-- Opening Marker --

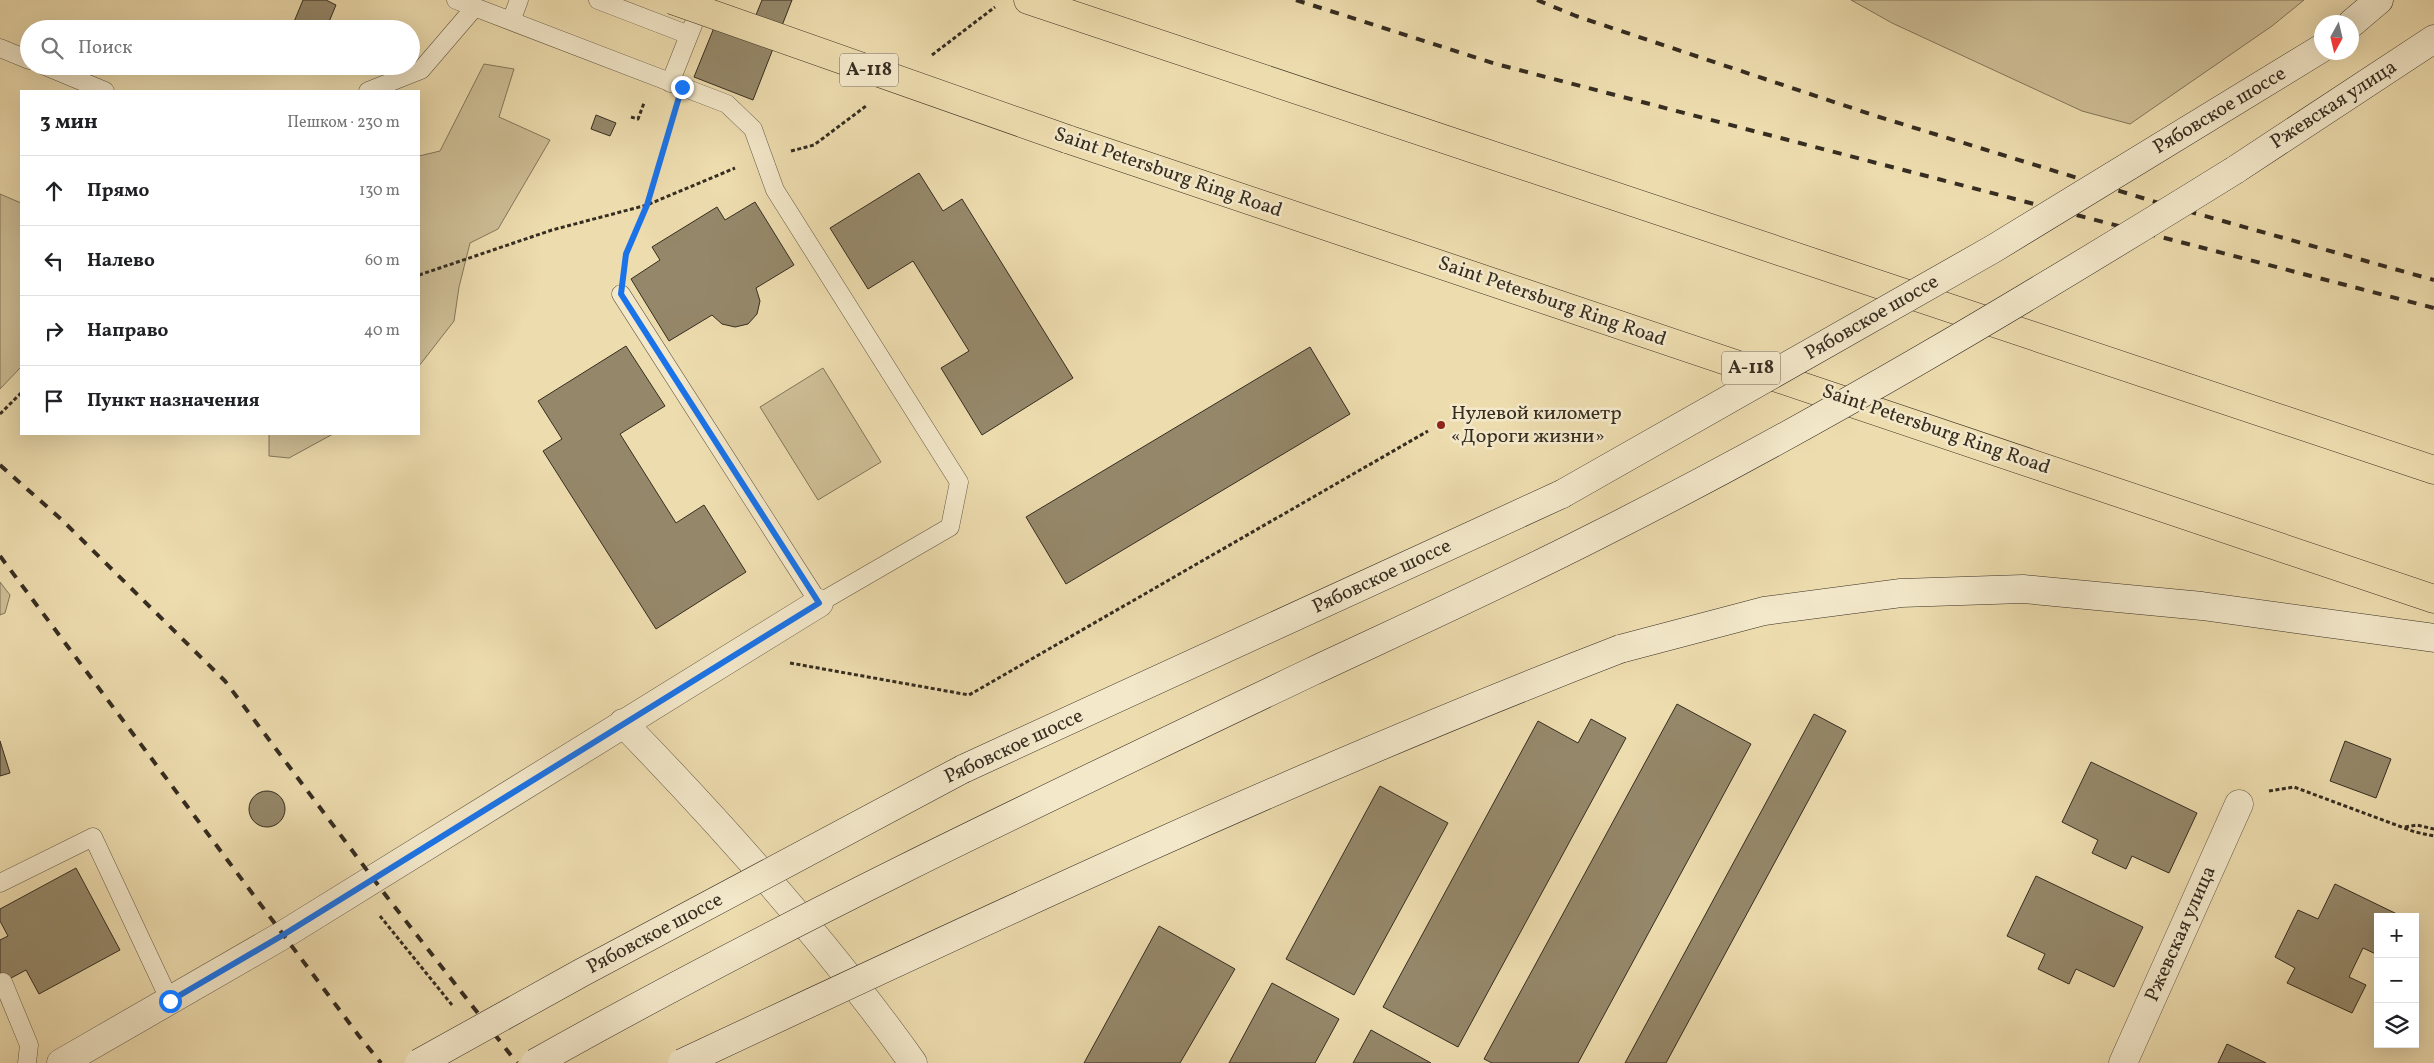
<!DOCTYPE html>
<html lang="ru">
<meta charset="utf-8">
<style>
:root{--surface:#fff;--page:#f2f2f2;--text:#202124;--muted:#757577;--line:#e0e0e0}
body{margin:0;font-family:Vollkorn,serif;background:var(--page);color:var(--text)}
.controls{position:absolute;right:15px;bottom:15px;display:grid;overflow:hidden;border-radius:0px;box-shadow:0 5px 20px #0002}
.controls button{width:45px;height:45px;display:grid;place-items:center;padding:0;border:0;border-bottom:1px solid var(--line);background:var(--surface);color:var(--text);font:25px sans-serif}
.compass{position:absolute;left:2314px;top:15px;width:45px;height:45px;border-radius:50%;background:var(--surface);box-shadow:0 5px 20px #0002;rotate:188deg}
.stop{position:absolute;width:15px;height:15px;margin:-11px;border:4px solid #1a73e8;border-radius:50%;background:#fff}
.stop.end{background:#1a73e8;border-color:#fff;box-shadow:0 1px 5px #0008}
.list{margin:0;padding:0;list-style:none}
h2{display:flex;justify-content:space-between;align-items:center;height:65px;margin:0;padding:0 20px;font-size:21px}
h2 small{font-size:16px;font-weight:400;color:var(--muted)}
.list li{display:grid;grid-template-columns:32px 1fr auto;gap:15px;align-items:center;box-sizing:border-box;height:70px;padding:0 20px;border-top:1px solid var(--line)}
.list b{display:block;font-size:19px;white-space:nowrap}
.list em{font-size:16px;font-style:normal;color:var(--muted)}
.icon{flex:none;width:28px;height:28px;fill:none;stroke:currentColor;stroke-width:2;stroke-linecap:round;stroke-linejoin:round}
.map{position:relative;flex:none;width:2434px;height:1063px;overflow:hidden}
.search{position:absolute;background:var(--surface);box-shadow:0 5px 20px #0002;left:20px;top:20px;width:400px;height:55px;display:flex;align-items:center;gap:12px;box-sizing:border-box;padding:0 18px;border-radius:28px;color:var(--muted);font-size:19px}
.panel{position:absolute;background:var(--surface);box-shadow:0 5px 20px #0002;left:20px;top:90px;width:400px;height:345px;border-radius:0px}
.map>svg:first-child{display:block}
.green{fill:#cebe96;stroke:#82765c}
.building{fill:#95886a;stroke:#362d21}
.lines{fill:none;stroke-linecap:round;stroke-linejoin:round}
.service-casing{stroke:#645944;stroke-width:19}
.minor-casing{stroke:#645944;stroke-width:29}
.secondary-casing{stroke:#362d21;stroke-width:29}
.motorway-casing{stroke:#362d21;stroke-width:29}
.path{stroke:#362d21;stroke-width:3;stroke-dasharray:4 2.5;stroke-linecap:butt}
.service{stroke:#f3e8ca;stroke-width:18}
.minor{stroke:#f3e8ca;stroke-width:28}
.secondary{stroke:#f3e8ca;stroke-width:28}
.motorway{stroke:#eddcae;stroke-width:28}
.rail{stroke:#362d21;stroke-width:4;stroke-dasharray:9 9;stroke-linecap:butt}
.secondary-bridge-casing{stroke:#362d21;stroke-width:29;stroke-linecap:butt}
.motorway-bridge-casing{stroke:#362d21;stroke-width:29;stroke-linecap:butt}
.secondary-bridge{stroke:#f3e8ca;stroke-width:28}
.motorway-bridge{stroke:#eddcae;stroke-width:28}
.route{stroke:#1a73e8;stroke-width:6}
.poi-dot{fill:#8f2418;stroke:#f3e8ca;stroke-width:2}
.labels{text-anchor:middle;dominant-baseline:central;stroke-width:5;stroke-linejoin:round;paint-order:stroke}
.shield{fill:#f3e8ca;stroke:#6f6554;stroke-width:1}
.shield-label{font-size:19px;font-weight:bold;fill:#362d21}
.street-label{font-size:20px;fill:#362d21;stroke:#f3e8ca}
.poi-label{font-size:20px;fill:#362d21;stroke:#f3e8ca;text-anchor:start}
</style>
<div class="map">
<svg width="2434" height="1063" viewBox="0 0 2434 1063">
<rect width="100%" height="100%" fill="#eddcae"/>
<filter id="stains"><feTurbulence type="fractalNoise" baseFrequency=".004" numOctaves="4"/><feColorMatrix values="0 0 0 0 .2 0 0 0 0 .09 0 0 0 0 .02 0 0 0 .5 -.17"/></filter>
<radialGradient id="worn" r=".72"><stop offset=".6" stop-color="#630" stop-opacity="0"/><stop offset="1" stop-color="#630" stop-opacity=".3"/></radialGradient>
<path class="green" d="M 1851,0 L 2304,0 L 2272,26 L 2130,124 L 2082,111 L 1892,23 Z
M 484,64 L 514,69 L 499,117 L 550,140 L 498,229 L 470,243 L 459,287 L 454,321 L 419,366 L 419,156 L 440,151 Z
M 0,194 L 21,203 L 21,367 L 0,389 Z
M 823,368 L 881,462 L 818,500 L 760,407 Z
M 269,434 L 333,434 L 289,458 L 269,456 Z
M 0,582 L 10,595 L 5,613 L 0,615 Z"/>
<path class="building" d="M 303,0 L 326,0 L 336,5 L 326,29 L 291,29 Z
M 762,0 L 792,0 L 753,100 L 694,77 L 722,8 L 754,20 Z
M 596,115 L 616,123 L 610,136 L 591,129 Z
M 919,173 L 943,211 L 962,199 L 1073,378 L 982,435 L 941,368 L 969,351 L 913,261 L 868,289 L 830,228 Z
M 755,202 L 794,265 L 756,288 L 760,301 L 757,314 L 748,324 L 735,327 L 722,324 L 712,315 L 669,341 L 631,279 L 660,260 L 652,247 L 717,207 L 725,220 Z
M 626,346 L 665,406 L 620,434 L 676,523 L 704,505 L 746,572 L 656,629 L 543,451 L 562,439 L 538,401 Z
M 1310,347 L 1350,414 L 1066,584 L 1026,517 Z
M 1677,704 L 1751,744 L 1578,1063 L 1492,1063 L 1484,1059 Z
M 1814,714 L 1846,731 L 1666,1063 L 1625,1063 Z
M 1591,719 L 1626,738 L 1458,1047 L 1383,1007 L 1538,721 L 1578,743 Z
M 0,741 L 10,773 L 0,776 Z
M 2345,741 L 2391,759 L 2376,798 L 2330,781 Z
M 2091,762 L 2197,813 L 2169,873 L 2132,856 L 2126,869 L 2092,853 L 2098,840 L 2062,822 Z
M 1380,786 L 1448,823 L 1354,995 L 1286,959 Z
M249 809a18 18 0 1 1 36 0a18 18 0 1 1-36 0Z
M 76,868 L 120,950 L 39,994 L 26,970 L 0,984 L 0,940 L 8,936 L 0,921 L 0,909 Z
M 2036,876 L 2143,927 L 2114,987 L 2076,969 L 2069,984 L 2038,969 L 2045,954 L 2007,936 Z
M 2335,884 L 2399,915 L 2378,917 L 2378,955 L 2363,948 L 2349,977 L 2366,985 L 2352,1013 L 2287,983 L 2295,968 L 2275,957 L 2298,910 L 2318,919 Z
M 1159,926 L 1235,969 L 1180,1063 L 1084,1063 Z
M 1272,983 L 1339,1019 L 1315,1063 L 1229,1063 Z
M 1371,1030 L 1431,1063 L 1353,1063 Z
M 2227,1044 L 2266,1063 L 2218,1063 Z"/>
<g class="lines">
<defs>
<path id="service" d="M 456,0 L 727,104 L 753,129 L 775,190 L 959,482 L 950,527 L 819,603 L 621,294
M 598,0 L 689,35
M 511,21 L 519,0
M 0,48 L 29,60
M 45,66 L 105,91
M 670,83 L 693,25
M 368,91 L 421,70 L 475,7
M 0,883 L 93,837 L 170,1001
M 3,982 L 29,1045 L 27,1063"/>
<path id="minor" d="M 623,723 C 727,830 827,942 913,1063
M 61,1063 L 283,935 L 819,603
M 2123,1063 L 2239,804"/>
<path id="secondary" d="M 2352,23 L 2379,0
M 2235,170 L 2434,39
M 1620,649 L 1764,611 L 1901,593 L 2023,589 L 2202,606 L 2434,638
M 963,769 L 1562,494"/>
<path id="motorway" d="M 1028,0 L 2434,470
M 1067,139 L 2434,599"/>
</defs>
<use href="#service" class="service-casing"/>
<use href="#minor" class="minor-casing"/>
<use href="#secondary" class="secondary-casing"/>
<use href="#motorway" class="motorway-casing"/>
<path class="path" d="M 932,55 L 995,7
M 631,117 L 638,119 L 644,103
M 791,151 L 814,145 L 866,106
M 625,264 L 626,254 L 647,205 L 674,114
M 419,275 L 552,230 L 647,205 L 735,168
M 0,414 L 21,393
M 790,663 L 969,695 L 1428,431
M 2269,791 L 2294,787 L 2415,832 L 2434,836
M 2405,827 L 2417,825 L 2434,829
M 380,916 L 452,1005"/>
<use href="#service" class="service"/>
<use href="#minor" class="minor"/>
<use href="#secondary" class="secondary"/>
<use href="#motorway" class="motorway"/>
<path class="rail" d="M 1296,0 L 1496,64 L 2434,308
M 1537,0 L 1576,16 L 1876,116 L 2162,204 L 2434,280
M 0,465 L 62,520 L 225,681 L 387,897 L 517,1063
M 0,556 L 359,1036 L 381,1063"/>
<defs>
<path id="secondary-bridge" d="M 1562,494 L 1993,249 L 2322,48
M 419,1063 L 581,973 L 963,769
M 535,1063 C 787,921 1049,797 1311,672 C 1407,627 1504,583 1598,535 C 1817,425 2027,299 2235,170
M 682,1063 C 991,918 1301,772 1620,649"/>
<path id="motorway-bridge" d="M 672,0 L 1067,139"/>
</defs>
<use href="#secondary-bridge" class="secondary-bridge-casing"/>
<use href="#motorway-bridge" class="motorway-bridge-casing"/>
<use href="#secondary-bridge" class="secondary-bridge"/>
<use href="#motorway-bridge" class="motorway-bridge"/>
</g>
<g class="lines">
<path class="route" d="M 170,1001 L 283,935 L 819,603 L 621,294 L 626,254 L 647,205 L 682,87"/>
</g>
<circle class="poi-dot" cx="1441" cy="425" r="5"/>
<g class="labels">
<g class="shield">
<rect x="840" y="53.5" width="58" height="33" rx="4"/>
<rect x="1722" y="351.5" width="58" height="33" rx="4"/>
</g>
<g class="shield-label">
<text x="869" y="70">А-118</text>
<text x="1751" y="368">А-118</text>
</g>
<g class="street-label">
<text transform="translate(2334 105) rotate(-33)">Ржевская улица</text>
<text transform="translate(2220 111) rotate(-31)">Рябовское шоссе</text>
<text transform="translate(1168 173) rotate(19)">Saint Petersburg Ring Road</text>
<text transform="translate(1552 302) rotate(19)">Saint Petersburg Ring Road</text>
<text transform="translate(1872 318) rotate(-30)">Рябовское шоссе</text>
<text transform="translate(1936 430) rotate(19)">Saint Petersburg Ring Road</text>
<text transform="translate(1382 577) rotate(-25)">Рябовское шоссе</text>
<text transform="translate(1014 747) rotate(-25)">Рябовское шоссе</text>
<text transform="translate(655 934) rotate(-28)">Рябовское шоссе</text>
<text transform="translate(2181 934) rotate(-66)">Ржевская улица</text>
</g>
<g class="poi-label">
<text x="1451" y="414">Нулевой километр<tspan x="1451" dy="23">«Дороги жизни»</tspan></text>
</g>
</g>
<rect width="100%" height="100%" filter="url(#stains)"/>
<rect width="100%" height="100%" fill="url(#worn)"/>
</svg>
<div class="controls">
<button>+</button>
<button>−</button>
<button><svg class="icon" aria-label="layers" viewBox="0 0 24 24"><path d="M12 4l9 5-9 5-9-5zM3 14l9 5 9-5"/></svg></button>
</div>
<svg class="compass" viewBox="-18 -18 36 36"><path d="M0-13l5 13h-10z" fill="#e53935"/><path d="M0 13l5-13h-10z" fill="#757577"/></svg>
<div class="stop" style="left:170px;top:1001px"></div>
<div class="stop end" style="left:682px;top:87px"></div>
<div class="search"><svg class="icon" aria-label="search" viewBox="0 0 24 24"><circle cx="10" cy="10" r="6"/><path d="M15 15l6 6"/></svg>Поиск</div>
<section class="panel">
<h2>3 мин<small>Пешком · 230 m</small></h2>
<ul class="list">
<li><svg class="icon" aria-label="ahead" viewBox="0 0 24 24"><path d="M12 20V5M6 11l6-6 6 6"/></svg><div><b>Прямо</b></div><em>130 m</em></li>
<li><svg class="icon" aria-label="left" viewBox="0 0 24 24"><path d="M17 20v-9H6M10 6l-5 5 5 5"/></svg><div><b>Налево</b></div><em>60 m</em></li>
<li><svg class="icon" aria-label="right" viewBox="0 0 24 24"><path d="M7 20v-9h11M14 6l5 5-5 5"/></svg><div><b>Направо</b></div><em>40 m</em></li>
<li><svg class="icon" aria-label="arrive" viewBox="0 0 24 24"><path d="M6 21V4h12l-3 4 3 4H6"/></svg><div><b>Пункт назначения</b></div></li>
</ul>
</section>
</div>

-- Closing Marker --

§ WHAT NEEDS TO BE DONE
When you reach the line in the material above that holds "M 2345,741 L 2391,759 L 2376,798 L 2330,781 Z", begin reproducing lines exactly, and stop after the line that holds "M 790,663 L 969,695 L 1428,431".

§ SOLUTION TO THIS EXERCISE
M 2345,741 L 2391,759 L 2376,798 L 2330,781 Z
M 2091,762 L 2197,813 L 2169,873 L 2132,856 L 2126,869 L 2092,853 L 2098,840 L 2062,822 Z
M 1380,786 L 1448,823 L 1354,995 L 1286,959 Z
M249 809a18 18 0 1 1 36 0a18 18 0 1 1-36 0Z
M 76,868 L 120,950 L 39,994 L 26,970 L 0,984 L 0,940 L 8,936 L 0,921 L 0,909 Z
M 2036,876 L 2143,927 L 2114,987 L 2076,969 L 2069,984 L 2038,969 L 2045,954 L 2007,936 Z
M 2335,884 L 2399,915 L 2378,917 L 2378,955 L 2363,948 L 2349,977 L 2366,985 L 2352,1013 L 2287,983 L 2295,968 L 2275,957 L 2298,910 L 2318,919 Z
M 1159,926 L 1235,969 L 1180,1063 L 1084,1063 Z
M 1272,983 L 1339,1019 L 1315,1063 L 1229,1063 Z
M 1371,1030 L 1431,1063 L 1353,1063 Z
M 2227,1044 L 2266,1063 L 2218,1063 Z"/>
<g class="lines">
<defs>
<path id="service" d="M 456,0 L 727,104 L 753,129 L 775,190 L 959,482 L 950,527 L 819,603 L 621,294
M 598,0 L 689,35
M 511,21 L 519,0
M 0,48 L 29,60
M 45,66 L 105,91
M 670,83 L 693,25
M 368,91 L 421,70 L 475,7
M 0,883 L 93,837 L 170,1001
M 3,982 L 29,1045 L 27,1063"/>
<path id="minor" d="M 623,723 C 727,830 827,942 913,1063
M 61,1063 L 283,935 L 819,603
M 2123,1063 L 2239,804"/>
<path id="secondary" d="M 2352,23 L 2379,0
M 2235,170 L 2434,39
M 1620,649 L 1764,611 L 1901,593 L 2023,589 L 2202,606 L 2434,638
M 963,769 L 1562,494"/>
<path id="motorway" d="M 1028,0 L 2434,470
M 1067,139 L 2434,599"/>
</defs>
<use href="#service" class="service-casing"/>
<use href="#minor" class="minor-casing"/>
<use href="#secondary" class="secondary-casing"/>
<use href="#motorway" class="motorway-casing"/>
<path class="path" d="M 932,55 L 995,7
M 631,117 L 638,119 L 644,103
M 791,151 L 814,145 L 866,106
M 625,264 L 626,254 L 647,205 L 674,114
M 419,275 L 552,230 L 647,205 L 735,168
M 0,414 L 21,393
M 790,663 L 969,695 L 1428,431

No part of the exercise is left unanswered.